Dataset records |
* * *

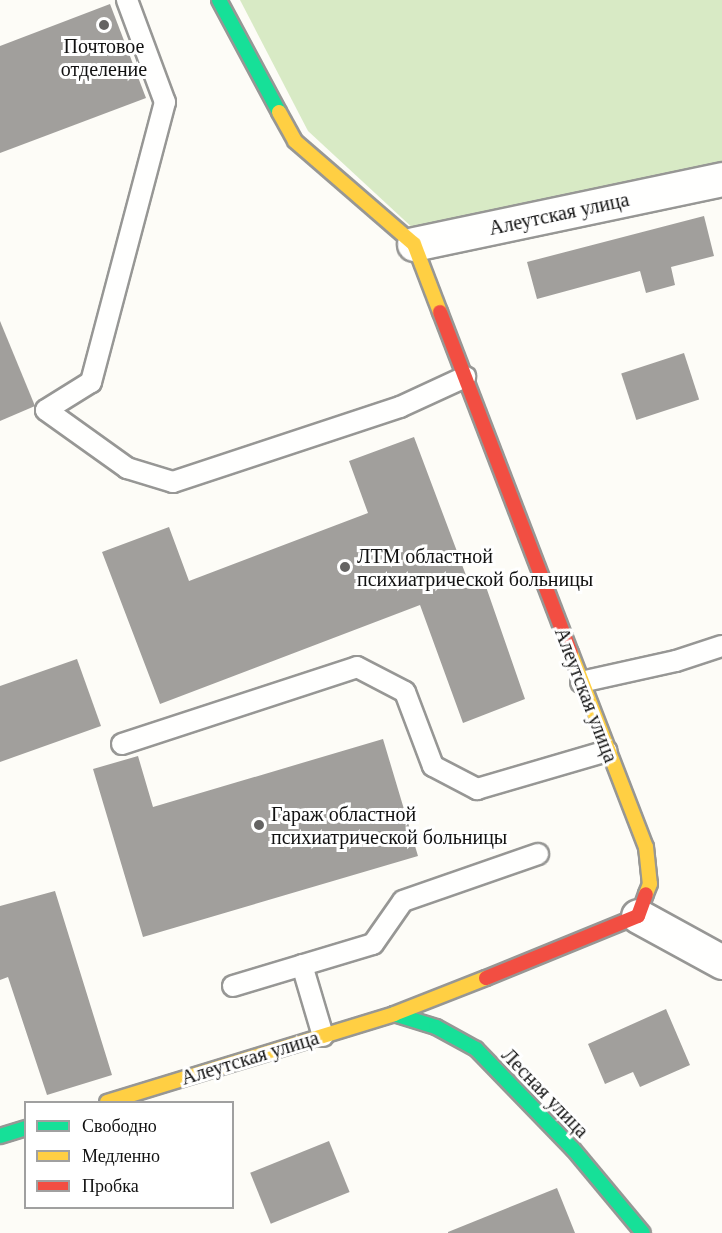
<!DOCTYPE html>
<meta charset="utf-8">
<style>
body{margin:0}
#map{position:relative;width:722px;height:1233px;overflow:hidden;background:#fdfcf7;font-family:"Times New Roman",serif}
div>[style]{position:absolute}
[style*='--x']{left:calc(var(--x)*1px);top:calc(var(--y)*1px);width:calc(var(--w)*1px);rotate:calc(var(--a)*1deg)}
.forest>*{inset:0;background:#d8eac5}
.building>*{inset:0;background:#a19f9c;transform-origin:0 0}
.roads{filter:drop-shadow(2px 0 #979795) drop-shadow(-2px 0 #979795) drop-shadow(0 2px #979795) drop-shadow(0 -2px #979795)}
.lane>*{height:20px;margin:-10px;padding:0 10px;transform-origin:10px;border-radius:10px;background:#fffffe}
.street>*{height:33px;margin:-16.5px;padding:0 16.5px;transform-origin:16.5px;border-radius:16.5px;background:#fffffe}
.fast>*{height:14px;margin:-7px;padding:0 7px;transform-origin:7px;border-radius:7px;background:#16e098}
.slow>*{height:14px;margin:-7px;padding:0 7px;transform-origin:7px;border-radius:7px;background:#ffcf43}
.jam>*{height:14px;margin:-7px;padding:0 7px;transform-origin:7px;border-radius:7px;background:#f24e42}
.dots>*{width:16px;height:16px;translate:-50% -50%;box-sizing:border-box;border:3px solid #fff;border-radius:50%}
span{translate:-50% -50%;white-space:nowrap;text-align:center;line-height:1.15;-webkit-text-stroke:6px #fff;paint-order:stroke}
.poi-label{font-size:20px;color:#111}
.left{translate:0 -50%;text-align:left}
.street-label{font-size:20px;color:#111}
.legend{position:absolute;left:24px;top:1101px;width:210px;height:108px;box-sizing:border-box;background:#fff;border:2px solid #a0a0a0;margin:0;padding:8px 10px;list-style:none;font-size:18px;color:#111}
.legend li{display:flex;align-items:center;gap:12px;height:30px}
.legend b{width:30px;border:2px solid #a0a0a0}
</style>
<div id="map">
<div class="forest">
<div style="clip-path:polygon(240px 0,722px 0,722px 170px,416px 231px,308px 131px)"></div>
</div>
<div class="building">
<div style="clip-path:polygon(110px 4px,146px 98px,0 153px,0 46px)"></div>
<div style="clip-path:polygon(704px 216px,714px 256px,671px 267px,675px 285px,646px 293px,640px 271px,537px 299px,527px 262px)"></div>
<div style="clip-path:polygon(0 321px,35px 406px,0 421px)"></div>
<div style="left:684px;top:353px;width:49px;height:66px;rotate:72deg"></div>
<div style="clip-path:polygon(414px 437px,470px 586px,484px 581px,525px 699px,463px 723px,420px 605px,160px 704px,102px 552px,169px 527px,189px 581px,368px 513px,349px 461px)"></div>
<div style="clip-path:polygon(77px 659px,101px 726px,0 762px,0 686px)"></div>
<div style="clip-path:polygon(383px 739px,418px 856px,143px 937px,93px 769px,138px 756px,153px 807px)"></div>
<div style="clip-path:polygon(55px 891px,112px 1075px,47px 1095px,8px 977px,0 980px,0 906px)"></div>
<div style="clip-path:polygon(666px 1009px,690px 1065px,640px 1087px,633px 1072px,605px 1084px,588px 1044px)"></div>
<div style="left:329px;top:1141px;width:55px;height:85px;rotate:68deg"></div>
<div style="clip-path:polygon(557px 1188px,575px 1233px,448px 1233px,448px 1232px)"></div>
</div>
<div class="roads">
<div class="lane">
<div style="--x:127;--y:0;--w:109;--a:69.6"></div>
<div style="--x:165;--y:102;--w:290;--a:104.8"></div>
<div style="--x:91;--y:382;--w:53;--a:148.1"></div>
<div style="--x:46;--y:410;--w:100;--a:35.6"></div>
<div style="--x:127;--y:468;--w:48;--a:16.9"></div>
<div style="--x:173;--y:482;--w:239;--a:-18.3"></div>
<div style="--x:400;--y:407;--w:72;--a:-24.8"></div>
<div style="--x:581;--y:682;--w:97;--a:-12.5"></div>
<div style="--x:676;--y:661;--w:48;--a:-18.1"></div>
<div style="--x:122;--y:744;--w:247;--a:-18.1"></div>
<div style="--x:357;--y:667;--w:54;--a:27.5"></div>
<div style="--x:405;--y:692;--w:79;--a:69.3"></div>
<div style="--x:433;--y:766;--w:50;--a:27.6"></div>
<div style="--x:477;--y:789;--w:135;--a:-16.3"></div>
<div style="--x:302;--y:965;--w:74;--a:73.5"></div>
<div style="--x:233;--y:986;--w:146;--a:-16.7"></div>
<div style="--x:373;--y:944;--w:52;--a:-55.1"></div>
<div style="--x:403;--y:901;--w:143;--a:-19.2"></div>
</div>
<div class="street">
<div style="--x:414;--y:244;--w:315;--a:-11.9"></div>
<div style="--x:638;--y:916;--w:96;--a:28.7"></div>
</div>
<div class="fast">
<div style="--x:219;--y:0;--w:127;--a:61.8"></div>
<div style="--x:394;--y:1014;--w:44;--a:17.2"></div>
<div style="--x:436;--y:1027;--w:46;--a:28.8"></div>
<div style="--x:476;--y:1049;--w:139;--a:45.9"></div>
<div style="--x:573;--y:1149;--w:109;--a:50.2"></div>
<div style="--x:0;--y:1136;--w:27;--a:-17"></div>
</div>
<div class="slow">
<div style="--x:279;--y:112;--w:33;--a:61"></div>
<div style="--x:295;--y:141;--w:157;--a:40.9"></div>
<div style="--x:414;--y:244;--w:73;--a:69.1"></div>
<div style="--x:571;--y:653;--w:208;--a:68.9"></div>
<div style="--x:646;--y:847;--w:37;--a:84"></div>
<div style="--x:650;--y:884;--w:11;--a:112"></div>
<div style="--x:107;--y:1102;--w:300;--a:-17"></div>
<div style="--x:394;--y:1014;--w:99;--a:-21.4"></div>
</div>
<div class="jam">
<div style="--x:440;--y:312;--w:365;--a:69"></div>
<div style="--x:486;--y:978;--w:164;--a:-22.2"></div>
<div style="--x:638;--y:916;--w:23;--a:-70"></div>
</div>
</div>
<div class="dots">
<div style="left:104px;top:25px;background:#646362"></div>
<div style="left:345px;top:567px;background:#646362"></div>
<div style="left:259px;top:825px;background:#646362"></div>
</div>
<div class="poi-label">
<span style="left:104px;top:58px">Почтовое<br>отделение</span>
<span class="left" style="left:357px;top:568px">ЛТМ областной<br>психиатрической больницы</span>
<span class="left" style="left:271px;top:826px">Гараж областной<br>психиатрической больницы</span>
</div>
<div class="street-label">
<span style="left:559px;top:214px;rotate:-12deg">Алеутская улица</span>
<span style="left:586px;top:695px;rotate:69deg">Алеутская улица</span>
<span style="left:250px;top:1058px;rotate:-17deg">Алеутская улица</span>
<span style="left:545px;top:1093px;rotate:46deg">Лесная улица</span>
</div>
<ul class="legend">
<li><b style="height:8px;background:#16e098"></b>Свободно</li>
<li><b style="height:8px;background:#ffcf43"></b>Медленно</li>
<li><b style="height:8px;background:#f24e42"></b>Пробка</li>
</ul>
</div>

* * *

Action item | After dropping the pictures, please set down the lines from the beginning of the listing through the line containing "0 #979795) drop-shadow(-2px", both included, exactly as they stand.

Response |
<!DOCTYPE html>
<meta charset="utf-8">
<style>
body{margin:0}
#map{position:relative;width:722px;height:1233px;overflow:hidden;background:#fdfcf7;font-family:"Times New Roman",serif}
div>[style]{position:absolute}
[style*='--x']{left:calc(var(--x)*1px);top:calc(var(--y)*1px);width:calc(var(--w)*1px);rotate:calc(var(--a)*1deg)}
.forest>*{inset:0;background:#d8eac5}
.building>*{inset:0;background:#a19f9c;transform-origin:0 0}
.roads{filter:drop-shadow(2px 0 #979795) drop-shadow(-2px 0 #979795) drop-shadow(0 2px #979795) drop-shadow(0 -2px #979795)}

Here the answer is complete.